I think RJN saw this coming and wrote about how to deal with it all the way back in the late 70's in his book Freedom for Ministry. It's one of the reasons I'm far more up on The Benedict Option than many others, who see it as repristination, shrinking from challenge, disengaging the world or whatever. I don't think it is any of those things. I think many of the Lutherans who speak against the Benedict Option as Dreher presents it do so because they already have what the book recommends Christians be deliberate about finding-- a close-knit community of fellow believers who share their lives, not just their worship space on Sunday mornings. It is the willingness to work within the sphere of vocation in community, not alone. It means living among people who know what they're doing and why as Christians and thereby building up one's own faith, the Church, and ultimately the world.   
Good stuff here.  I wonder to what extent we can help create that setting that brings faith into daily life and conversation beyond Sunday or even Wednesday?  I think this might be critical as more and more folk don't have that experience in life.  We've done some of that during this pandemic time with Advent and now Lenten family activity boxes that replace some of our normal prepandemic activities.
Rev.
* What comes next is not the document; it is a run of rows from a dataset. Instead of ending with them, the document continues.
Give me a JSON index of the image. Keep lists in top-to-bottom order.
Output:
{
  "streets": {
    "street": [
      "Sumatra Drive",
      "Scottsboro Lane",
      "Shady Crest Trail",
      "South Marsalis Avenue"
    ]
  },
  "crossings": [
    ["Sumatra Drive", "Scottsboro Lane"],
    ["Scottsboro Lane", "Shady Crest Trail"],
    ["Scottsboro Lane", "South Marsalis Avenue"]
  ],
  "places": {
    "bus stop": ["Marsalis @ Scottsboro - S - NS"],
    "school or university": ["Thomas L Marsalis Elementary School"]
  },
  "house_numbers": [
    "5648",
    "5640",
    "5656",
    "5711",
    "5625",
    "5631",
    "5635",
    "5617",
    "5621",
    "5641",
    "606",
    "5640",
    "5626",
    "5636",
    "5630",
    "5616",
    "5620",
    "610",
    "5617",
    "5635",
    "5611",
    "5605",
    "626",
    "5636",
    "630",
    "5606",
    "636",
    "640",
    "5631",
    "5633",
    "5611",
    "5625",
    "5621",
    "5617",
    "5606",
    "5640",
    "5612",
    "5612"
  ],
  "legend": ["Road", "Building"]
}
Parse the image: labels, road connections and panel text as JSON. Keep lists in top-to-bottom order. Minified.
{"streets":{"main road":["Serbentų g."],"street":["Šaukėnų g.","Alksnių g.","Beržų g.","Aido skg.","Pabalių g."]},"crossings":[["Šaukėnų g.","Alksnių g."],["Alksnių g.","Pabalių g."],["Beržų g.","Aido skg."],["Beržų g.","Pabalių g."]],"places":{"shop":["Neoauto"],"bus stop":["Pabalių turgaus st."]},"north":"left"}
Peter Morlock- ELCA pastor serving two congregations in WIS

Richard Johnson

Quote from: PrTim15 on February 17, 2021, 10:53:29 AM
So funny, somewhere someone has the last 4 Volumes of Kittel's TDNT...I only have first 6 volumes, Alpha through Lambda I'm fairly strong...after Lambda not so much:)

Funny you should ask. On the PBS Newshour tonight they were interviewing a gentlemen from Texas about his experience with the current freezing weather. They didn't really identify his vocation, but he was sitting in front of a book case. One could see a set of Kittel behind him, but now that I think of it, it looked like only four volumes. . . .
The Rev. Richard O. Johnson, STS

PrTim15

Love this...wonder who it was... BTW enrollment is issue

Dave Likeness

I have a complete set of Kittel.  The late, great, Dr. Fred Danker told his N.T. Theology classes
at Concordia Seminary, St. Louis: "Kittel offers outstanding definitions of the Greek that even
first-rate N.T. commentaries cannot match."

Dan Fienen

#899
My library is so déclassé that it only has the abridged one volume edition of Kittel. Even so, still has been useful.